**Description of the task**
Only the lines from the start of the data through the line containing "flex:none; width:28px; height:28px;" should be written out, exactly as they are, with both ends included and the pictures left out.

──────── Provided records ────────

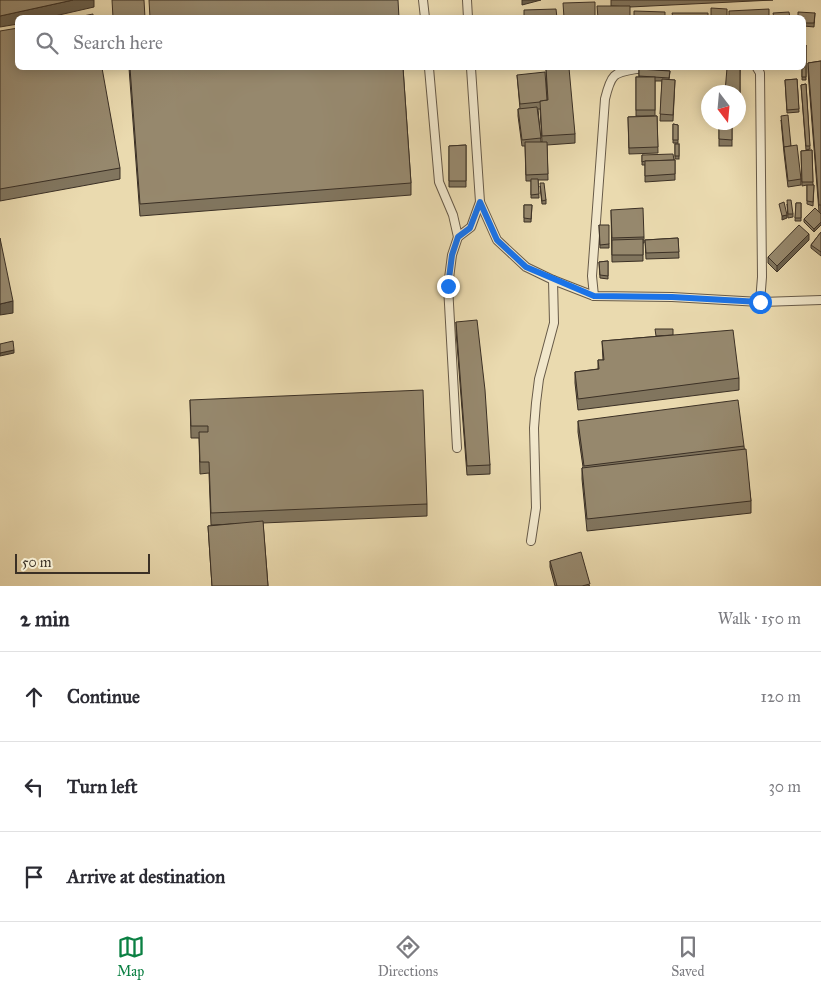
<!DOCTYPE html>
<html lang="en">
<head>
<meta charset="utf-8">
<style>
	body { margin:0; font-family:"IM FELL Great Primer",serif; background:#f2f2f3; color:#2b2b33 }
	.compass { position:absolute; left:701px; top:85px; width:45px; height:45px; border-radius:50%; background:#fff; box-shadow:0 2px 12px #0003; rotate:164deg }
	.scale { position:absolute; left:15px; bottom:12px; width:135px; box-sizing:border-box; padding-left:5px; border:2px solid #3b3025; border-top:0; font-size:14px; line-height:18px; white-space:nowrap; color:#3b3025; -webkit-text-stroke:4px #f1e7cb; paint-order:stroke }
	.stop { position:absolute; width:15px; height:15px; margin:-11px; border:4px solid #1a73e8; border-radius:50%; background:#fff }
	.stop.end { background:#1a73e8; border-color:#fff; box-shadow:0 1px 5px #0008 }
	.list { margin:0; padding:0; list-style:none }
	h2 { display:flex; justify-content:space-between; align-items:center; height:65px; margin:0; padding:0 20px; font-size:21px }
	h2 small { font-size:16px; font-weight:400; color:#7c7c81 }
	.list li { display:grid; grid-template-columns:32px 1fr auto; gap:15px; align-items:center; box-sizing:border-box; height:90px; padding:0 20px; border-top:1px solid #e1e1e2 }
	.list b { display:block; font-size:19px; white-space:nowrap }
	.list em { font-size:16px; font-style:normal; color:#7c7c81 }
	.icon { flex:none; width:28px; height:28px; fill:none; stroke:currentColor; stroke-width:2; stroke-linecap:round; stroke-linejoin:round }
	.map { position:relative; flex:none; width:821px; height:586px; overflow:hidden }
	.search { position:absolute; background:#fff; box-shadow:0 2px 12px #0003; left:15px; right:15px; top:15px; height:55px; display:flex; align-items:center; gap:12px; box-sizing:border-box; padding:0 18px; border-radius:8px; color:#7c7c81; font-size:19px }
	.sheet { height:335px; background:#fff }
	nav { display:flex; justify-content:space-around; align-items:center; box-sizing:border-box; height:70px; border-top:1px solid #e1e1e2; background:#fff; font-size:14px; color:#7c7c81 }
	nav a { display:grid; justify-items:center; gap:2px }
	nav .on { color:#0b8043 }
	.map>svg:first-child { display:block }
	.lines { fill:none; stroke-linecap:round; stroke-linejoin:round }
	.lane-casing { stroke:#675a48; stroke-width:10 }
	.lane { stroke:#f1e7cb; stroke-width:8 }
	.wall { fill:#81755e; stroke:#3b3025; fill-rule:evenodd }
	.shaded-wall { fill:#695f4c; stroke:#3b3025 }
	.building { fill:#96886d; stroke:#3b3025 }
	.route { stroke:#1a73e8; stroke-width:6 }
</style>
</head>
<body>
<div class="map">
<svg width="821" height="586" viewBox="0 0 821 586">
	<rect width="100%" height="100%" fill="#eadaaf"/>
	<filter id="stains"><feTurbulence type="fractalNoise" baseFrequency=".004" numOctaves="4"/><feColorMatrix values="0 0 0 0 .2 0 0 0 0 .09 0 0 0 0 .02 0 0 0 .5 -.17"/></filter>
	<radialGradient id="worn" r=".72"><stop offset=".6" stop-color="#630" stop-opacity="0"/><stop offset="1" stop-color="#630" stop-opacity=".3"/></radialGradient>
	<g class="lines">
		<g class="lane-casing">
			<g id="lane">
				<path d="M423 0 425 18"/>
				<path d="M467 0 468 18"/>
				<path d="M429 68 439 182 453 215 458 237 471 227 480 202"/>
				<path d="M471 68 480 202 497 240 526 267 553 280 554 323 539 379 536 403 534 428 536 508 531 541"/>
				<path d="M757 68 760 73 762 277 760 302"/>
				<path d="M553 280 594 296 672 297 760 302 821 300"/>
				<path d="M594 296 592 276 605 99C612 70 615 73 642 68"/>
				<path d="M457 448 448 286 452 255 458 237"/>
			</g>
		</g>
		<use href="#lane" class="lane"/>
	</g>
	<g class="wall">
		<path d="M611 0H773L630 7 611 6Z"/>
		<path d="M815 13 814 27 804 26V18Z"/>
		<path d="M0 31 120 168V179L0 201Z"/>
		<path d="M806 45V80H802V68Z"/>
		<path d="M821 61V225L814 232 804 222V219L819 212 808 72V63Z"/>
		<path d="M129 68H403L411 183V195L140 216Z"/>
		<path d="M546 68 575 134V143L547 145 548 180H538L539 198H531V181H526L525 146H522L518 116V109H520L517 75 547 100ZM538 109H540L542 142H541Z"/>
		<path d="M740 68V105L738 104Z"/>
		<path d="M639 69 670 71 669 80H675L673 121H660L662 81H655V116H657L658 153 629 154 628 117 654 116H636V77H639Z"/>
		<path d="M797 79 799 112 787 113 785 80Z"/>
		<path d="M806 84 810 149 806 150 801 85Z"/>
		<path d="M781 120 791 146 801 179V185L788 187 784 153Z"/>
		<rect x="719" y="122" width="13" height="24"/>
		<path d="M673 124 678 125V143H673Z"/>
		<rect x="675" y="144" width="4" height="15"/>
		<path d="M466 145V187H449V146Z"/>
		<path d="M812 150 813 185H814L813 206 807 204V185L802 186 801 151Z"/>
		<path d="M642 155 675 160V180L645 182V165H642Z"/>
		<path d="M540 186 546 200V204H542Z"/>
		<path d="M796 203H801V221H795Z"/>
		<path d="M787 204 793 214V217L788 218Z"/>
		<path d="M524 205H532L531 222H524Z"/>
		<path d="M611 210 644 237V243H643V261L612 262Z"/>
		<path d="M599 225 609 244V248H600Z"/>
		<path d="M821 232V256L811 248V245Z"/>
		<path d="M678 238 679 258 646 259 645 240Z"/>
		<path d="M809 240 777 272 768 263V257Z"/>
		<path d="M608 261V279L600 278 599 262Z"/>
		<path d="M456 322 490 465V474L467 475 456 331Z"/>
		<path d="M673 335 739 378V390L578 410 575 383V372L598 369V360H603L602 341Z"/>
		<path d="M190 400 427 504V516L263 523 268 586H212L208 526 234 524 211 525 209 473 200 474 199 438H191Z"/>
		<path d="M578 421 744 446 751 501V513L587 531 582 479V468L583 467 578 432Z"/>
		<path d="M550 561 590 586H555L550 567Z"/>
	</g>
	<g class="shaded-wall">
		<path d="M73 0H94V7L46 18H18V24L0 27V16Z"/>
		<path d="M522 0H541L522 5Z"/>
		<path d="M787 215V218L782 220V216Z"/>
		<path d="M821 222V225L814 232V229Z"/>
		<path d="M809 234V240L777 272V266Z"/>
		<path d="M13 301V313L0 315V304Z"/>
		<path d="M14 350V353L0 356V353Z"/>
	</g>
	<g class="building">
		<path d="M0 0H73L0 16Z"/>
		<path d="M112 0H144L145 18H113Z"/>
		<path d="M149 0H398L399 18H150Z"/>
		<path d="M595 2V18H564L563 3Z"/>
		<path d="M597 6H630V18H598Z"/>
		<path d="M711 8 727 9V18H711Z"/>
		<path d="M556 9 557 18H524V10Z"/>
		<path d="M769 9V18H729V11Z"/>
		<path d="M634 11 665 12V18H634Z"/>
		<path d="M789 12 790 18H774L773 13Z"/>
		<path d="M798 12 815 13 814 23H804V18H798Z"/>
		<path d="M672 13H708V18H673Z"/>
		<path d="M93 14V18H73Z"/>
		<path d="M18 28V68H102L120 168 0 189V31Z"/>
		<path d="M804 45H806V77H802V68H804Z"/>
		<path d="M821 61V205H819L808 63Z"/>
		<path d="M130 68H403L411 183 140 204Z"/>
		<path d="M546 68H569L575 134 542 136 540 101 548 100Z"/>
		<path d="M727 68H740V98H738V92H725Z"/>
		<path d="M639 69 670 71 669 78 639 76Z"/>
		<path d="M545 72 547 100 540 101V102L520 104 517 75Z"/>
		<rect x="636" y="77" width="19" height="33"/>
		<path d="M662 79 675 80 673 115 660 114Z"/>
		<path d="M797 79 799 109 787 110 785 80Z"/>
		<path d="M806 84 810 146H806L801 85Z"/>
		<path d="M537 107 541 138 522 140 518 109Z"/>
		<path d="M788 115 791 146 784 147 781 116Z"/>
		<path d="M657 116 658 147 629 148 628 117Z"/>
		<path d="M719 122H732V140L719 139Z"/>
		<path d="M673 124 678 125V140H673Z"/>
		<path d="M525 142H547L548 174 526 175Z"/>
		<rect x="675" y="144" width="4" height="12"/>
		<path d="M466 145V181H449V146Z"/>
		<path d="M797 145 801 179 788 181 784 147Z"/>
		<path d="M812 150 813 182H802L801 151Z"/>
		<path d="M673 154 674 160 645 161 642 162V155Z"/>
		<path d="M675 160V174L645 176V161Z"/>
		<path d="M531 179H538L539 194 531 195Z"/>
		<path d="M540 183H544L546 200 542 201Z"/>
		<path d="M807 185H814L813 202 807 201Z"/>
		<path d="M787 200H791L793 214H788Z"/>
		<path d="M784 202 787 215 782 216 779 204Z"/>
		<path d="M796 203H801V218H795Z"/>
		<path d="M524 205H532L531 219 524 218Z"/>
		<path d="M643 208 644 237 612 238 611 210Z"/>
		<path d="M815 208 821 214V222L814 229 804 219Z"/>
		<path d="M599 225H609V244L600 245Z"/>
		<path d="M799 225 809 234 777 266 768 257Z"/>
		<path d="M821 232V252L811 245Z"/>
		<path d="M0 238 13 301 0 304Z"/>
		<path d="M678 238 679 252 646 253 645 240Z"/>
		<path d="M643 239V255H612V240Z"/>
		<path d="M608 261V276L600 275 599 262Z"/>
		<path d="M477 320 485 390 490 465 467 466 456 322Z"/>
		<path d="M655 329H673V335L656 336Z"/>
		<path d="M733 330 739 378 578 399 575 372 599 369 598 360H604L602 341Z"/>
		<path d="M13 341 14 350 0 353V344Z"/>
		<path d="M423 390 427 504 211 513 209 462H200L199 432H208V426H191L190 400Z"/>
		<path d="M738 400 744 446 584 466 578 421Z"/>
		<path d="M746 449 751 501 587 519 582 468Z"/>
		<path d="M263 521 268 586H212L208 526Z"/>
		<path d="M581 552 590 584 582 586H557L550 561Z"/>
	</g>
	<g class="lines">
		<path class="route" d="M448 286 452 255 458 237 470 228 480 202 497 240 526 267 594 296 672 297 760 302"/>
	</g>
	<rect width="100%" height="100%" filter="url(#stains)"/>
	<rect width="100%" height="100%" fill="url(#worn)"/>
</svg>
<svg class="compass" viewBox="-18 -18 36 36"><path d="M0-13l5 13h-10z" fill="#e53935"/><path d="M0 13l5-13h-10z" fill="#7c7c81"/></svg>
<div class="scale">50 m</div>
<div class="stop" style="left:760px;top:302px"></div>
<div class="stop end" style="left:448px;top:286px"></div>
<div class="search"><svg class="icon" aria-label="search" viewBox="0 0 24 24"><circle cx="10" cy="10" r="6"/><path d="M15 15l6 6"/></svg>Search here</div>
</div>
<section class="sheet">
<h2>2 min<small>Walk · 150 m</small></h2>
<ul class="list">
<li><svg class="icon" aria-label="ahead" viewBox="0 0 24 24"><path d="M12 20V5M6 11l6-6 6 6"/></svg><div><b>Continue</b></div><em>120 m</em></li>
<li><svg class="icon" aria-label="left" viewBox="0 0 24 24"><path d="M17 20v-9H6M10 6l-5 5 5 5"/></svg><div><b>Turn left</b></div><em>30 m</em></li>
<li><svg class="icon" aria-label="arrive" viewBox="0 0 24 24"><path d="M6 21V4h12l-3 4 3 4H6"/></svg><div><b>Arrive at destination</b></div></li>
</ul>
</section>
<nav>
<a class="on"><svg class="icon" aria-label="map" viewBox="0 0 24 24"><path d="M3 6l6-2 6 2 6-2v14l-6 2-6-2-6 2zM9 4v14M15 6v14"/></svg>Map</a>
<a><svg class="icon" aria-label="directions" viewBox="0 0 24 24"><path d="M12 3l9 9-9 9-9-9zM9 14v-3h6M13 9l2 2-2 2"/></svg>Directions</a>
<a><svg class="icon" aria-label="saved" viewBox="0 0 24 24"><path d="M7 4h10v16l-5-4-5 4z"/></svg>Saved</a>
</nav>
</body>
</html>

────────

**Answer section**
<!DOCTYPE html>
<html lang="en">
<head>
<meta charset="utf-8">
<style>
	body { margin:0; font-family:"IM FELL Great Primer",serif; background:#f2f2f3; color:#2b2b33 }
	.compass { position:absolute; left:701px; top:85px; width:45px; height:45px; border-radius:50%; background:#fff; box-shadow:0 2px 12px #0003; rotate:164deg }
	.scale { position:absolute; left:15px; bottom:12px; width:135px; box-sizing:border-box; padding-left:5px; border:2px solid #3b3025; border-top:0; font-size:14px; line-height:18px; white-space:nowrap; color:#3b3025; -webkit-text-stroke:4px #f1e7cb; paint-order:stroke }
	.stop { position:absolute; width:15px; height:15px; margin:-11px; border:4px solid #1a73e8; border-radius:50%; background:#fff }
	.stop.end { background:#1a73e8; border-color:#fff; box-shadow:0 1px 5px #0008 }
	.list { margin:0; padding:0; list-style:none }
	h2 { display:flex; justify-content:space-between; align-items:center; height:65px; margin:0; padding:0 20px; font-size:21px }
	h2 small { font-size:16px; font-weight:400; color:#7c7c81 }
	.list li { display:grid; grid-template-columns:32px 1fr auto; gap:15px; align-items:center; box-sizing:border-box; height:90px; padding:0 20px; border-top:1px solid #e1e1e2 }
	.list b { display:block; font-size:19px; white-space:nowrap }
	.list em { font-size:16px; font-style:normal; color:#7c7c81 }
	.icon { flex:none; width:28px; height:28px; fill:none; stroke:currentColor; stroke-width:2; stroke-linecap:round; stroke-linejoin:round }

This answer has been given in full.